(Beginning of Source information)

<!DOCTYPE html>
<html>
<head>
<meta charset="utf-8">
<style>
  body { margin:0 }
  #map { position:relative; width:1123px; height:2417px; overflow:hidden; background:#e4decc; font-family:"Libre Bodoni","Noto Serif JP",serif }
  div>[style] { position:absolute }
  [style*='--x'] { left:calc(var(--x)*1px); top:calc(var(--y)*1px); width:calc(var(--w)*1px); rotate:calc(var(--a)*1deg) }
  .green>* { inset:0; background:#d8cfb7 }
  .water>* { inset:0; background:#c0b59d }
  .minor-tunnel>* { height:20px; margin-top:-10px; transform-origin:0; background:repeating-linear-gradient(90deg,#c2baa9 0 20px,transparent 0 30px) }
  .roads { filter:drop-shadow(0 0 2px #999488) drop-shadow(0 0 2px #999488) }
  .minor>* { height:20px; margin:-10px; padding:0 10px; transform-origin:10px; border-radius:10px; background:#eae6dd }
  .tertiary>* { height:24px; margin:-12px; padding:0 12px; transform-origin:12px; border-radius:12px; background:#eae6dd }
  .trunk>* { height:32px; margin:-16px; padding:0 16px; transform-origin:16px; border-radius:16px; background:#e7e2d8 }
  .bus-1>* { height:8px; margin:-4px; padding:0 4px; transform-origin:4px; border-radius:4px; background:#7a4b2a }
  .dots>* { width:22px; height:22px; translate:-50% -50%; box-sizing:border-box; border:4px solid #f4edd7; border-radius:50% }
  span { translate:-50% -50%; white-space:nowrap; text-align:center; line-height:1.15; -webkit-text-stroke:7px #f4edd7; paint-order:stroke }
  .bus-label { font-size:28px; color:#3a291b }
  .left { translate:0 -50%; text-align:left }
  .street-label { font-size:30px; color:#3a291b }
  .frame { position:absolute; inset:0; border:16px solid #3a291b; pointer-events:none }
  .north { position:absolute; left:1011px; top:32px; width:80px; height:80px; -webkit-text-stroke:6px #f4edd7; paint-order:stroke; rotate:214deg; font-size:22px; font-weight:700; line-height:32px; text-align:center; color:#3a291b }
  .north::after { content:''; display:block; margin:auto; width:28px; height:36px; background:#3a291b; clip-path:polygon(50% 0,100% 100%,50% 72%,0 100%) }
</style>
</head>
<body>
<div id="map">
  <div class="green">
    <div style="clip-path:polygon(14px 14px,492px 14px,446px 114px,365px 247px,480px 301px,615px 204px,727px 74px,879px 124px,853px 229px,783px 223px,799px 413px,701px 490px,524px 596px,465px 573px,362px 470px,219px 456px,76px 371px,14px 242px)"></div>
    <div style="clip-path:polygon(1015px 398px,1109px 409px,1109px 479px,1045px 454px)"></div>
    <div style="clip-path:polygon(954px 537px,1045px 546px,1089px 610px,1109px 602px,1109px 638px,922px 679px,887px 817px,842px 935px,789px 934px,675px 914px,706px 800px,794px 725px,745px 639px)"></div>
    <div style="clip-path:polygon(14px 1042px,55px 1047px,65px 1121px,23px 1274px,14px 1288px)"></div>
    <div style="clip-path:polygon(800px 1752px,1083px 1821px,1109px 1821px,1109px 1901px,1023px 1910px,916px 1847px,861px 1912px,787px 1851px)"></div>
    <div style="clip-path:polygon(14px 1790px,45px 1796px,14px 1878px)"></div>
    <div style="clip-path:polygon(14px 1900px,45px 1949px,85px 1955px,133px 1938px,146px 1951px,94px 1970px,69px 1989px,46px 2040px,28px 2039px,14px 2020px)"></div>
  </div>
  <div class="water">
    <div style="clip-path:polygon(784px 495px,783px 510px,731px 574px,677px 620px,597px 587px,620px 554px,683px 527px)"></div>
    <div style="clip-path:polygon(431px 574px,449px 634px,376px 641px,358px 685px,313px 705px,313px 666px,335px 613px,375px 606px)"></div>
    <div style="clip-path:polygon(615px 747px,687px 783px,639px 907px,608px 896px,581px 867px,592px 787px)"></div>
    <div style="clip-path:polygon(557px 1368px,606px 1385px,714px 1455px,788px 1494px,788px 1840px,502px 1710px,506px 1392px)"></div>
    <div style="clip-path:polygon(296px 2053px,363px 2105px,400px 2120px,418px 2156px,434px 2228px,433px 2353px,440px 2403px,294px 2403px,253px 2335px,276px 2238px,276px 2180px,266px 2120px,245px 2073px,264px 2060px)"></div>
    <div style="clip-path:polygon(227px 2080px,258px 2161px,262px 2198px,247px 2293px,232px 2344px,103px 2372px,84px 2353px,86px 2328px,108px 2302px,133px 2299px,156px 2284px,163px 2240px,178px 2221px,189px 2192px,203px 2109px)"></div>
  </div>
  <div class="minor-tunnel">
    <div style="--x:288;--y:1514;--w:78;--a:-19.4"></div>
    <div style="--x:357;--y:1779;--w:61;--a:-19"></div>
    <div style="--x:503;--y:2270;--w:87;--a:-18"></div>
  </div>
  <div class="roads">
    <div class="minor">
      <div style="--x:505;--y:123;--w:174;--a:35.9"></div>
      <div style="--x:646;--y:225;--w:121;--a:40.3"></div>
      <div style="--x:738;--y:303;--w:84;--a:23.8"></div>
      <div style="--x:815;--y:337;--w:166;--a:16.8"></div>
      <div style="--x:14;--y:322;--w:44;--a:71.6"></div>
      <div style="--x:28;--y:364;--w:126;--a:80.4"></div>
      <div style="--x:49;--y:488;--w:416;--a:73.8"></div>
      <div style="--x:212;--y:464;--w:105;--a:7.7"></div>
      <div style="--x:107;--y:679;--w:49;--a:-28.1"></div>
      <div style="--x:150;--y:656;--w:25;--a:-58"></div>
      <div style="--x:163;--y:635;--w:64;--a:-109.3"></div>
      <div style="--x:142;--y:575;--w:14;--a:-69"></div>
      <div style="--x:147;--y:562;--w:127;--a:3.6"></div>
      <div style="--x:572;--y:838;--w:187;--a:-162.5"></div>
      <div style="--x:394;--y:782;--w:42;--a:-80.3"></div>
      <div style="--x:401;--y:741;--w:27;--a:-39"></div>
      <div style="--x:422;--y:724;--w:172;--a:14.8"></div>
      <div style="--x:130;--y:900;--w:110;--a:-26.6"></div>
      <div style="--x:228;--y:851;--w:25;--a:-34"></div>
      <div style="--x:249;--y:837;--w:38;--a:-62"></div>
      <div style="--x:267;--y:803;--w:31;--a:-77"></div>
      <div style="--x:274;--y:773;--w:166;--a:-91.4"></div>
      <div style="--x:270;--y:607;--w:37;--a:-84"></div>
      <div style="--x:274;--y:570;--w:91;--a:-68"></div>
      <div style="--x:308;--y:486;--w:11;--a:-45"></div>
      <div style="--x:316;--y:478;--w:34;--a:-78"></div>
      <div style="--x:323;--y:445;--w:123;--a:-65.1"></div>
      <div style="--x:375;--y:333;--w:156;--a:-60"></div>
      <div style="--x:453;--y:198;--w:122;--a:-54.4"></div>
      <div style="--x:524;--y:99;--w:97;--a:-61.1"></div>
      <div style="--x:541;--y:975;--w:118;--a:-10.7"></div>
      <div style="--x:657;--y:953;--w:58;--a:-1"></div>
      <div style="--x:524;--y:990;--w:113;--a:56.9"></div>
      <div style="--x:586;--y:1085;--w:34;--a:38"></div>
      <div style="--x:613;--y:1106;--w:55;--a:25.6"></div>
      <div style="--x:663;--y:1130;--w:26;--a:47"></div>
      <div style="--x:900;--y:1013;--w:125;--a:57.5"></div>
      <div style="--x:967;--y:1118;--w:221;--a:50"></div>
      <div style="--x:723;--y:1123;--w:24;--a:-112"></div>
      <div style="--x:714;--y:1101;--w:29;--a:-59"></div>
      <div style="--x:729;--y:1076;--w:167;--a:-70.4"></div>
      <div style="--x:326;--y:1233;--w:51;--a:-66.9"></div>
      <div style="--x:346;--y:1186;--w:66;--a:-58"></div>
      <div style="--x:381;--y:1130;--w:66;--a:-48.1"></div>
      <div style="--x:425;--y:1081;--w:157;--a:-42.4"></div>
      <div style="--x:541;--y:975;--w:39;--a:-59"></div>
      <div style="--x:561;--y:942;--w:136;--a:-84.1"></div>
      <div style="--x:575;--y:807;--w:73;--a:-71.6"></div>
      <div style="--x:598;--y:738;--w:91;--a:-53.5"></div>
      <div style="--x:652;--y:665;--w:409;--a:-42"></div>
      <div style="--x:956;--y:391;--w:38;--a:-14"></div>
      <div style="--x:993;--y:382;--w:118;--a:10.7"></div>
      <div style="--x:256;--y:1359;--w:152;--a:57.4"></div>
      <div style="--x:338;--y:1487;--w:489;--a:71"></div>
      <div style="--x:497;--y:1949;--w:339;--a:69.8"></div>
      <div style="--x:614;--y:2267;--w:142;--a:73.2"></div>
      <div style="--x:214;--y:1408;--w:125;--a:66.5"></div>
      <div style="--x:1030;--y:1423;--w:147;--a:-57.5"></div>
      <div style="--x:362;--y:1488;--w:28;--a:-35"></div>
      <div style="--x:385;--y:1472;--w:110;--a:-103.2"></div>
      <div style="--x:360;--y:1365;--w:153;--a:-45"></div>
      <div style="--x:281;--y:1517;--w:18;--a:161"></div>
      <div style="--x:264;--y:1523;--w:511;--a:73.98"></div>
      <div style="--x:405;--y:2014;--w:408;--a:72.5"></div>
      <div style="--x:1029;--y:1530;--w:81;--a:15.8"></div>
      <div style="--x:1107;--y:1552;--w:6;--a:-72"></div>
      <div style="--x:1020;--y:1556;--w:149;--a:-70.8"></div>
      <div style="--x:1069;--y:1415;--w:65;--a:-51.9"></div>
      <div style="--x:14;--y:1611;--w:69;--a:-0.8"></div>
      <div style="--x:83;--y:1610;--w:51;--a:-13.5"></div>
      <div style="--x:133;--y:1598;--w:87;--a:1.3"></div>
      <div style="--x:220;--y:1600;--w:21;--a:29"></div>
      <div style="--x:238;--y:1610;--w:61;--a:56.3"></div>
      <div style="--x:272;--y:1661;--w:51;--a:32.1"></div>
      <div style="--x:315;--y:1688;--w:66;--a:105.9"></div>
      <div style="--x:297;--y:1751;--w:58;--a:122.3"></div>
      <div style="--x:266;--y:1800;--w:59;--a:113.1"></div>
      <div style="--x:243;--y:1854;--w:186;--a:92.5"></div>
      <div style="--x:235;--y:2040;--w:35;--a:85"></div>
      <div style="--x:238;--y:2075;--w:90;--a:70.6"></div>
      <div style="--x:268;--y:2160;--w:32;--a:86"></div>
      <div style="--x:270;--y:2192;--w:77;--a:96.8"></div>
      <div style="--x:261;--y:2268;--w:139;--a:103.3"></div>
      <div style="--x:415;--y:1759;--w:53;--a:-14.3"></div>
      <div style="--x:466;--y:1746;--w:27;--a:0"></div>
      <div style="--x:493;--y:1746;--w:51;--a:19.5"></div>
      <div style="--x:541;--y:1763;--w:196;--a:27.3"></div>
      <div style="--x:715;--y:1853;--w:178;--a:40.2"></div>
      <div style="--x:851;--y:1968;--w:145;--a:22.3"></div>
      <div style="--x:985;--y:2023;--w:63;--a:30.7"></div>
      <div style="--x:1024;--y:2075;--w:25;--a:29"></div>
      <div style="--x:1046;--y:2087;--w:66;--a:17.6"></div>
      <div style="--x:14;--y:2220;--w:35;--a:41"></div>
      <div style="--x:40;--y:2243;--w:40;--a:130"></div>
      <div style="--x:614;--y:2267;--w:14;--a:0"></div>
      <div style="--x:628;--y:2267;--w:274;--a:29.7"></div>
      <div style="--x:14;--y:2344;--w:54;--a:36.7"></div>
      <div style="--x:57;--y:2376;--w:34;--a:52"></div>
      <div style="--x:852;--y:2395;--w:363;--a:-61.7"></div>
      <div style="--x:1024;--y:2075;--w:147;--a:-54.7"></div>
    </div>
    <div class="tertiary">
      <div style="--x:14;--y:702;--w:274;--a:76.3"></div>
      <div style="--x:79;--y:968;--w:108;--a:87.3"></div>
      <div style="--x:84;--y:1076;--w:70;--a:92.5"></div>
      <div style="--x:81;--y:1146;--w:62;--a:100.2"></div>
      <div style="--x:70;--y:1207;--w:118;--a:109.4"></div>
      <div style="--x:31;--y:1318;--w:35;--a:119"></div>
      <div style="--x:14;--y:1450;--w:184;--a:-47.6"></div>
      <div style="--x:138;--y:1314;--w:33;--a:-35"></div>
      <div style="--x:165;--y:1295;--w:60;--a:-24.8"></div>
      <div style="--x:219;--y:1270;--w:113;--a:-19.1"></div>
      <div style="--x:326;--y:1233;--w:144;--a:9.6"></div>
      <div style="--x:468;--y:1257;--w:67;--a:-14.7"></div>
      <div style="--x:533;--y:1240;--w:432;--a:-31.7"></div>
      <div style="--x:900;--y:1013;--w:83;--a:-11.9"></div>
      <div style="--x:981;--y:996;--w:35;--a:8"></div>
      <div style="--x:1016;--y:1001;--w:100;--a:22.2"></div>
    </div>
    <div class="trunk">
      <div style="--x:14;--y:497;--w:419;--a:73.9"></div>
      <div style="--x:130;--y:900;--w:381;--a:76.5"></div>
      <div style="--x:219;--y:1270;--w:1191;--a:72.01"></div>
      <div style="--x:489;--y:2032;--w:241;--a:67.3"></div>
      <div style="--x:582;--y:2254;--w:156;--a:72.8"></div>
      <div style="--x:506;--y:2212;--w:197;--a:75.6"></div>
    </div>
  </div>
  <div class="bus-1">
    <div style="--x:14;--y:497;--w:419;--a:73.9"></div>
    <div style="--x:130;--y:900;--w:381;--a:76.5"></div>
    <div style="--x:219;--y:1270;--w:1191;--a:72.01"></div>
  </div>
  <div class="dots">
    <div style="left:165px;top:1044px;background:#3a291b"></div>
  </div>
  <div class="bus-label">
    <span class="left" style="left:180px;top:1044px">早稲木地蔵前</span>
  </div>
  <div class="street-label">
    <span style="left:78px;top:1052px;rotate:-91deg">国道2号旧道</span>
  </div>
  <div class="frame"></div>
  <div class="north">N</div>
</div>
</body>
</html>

(End of Source information)

#### Directions:
Only one stretch is wanted, so please give again exactly the lines from the start of the data through the line containing "filter:drop-shadow(0 0 2px", both ends included.

#### Answer to the exercise:
<!DOCTYPE html>
<html>
<head>
<meta charset="utf-8">
<style>
  body { margin:0 }
  #map { position:relative; width:1123px; height:2417px; overflow:hidden; background:#e4decc; font-family:"Libre Bodoni","Noto Serif JP",serif }
  div>[style] { position:absolute }
  [style*='--x'] { left:calc(var(--x)*1px); top:calc(var(--y)*1px); width:calc(var(--w)*1px); rotate:calc(var(--a)*1deg) }
  .green>* { inset:0; background:#d8cfb7 }
  .water>* { inset:0; background:#c0b59d }
  .minor-tunnel>* { height:20px; margin-top:-10px; transform-origin:0; background:repeating-linear-gradient(90deg,#c2baa9 0 20px,transparent 0 30px) }
  .roads { filter:drop-shadow(0 0 2px #999488) drop-shadow(0 0 2px #999488) }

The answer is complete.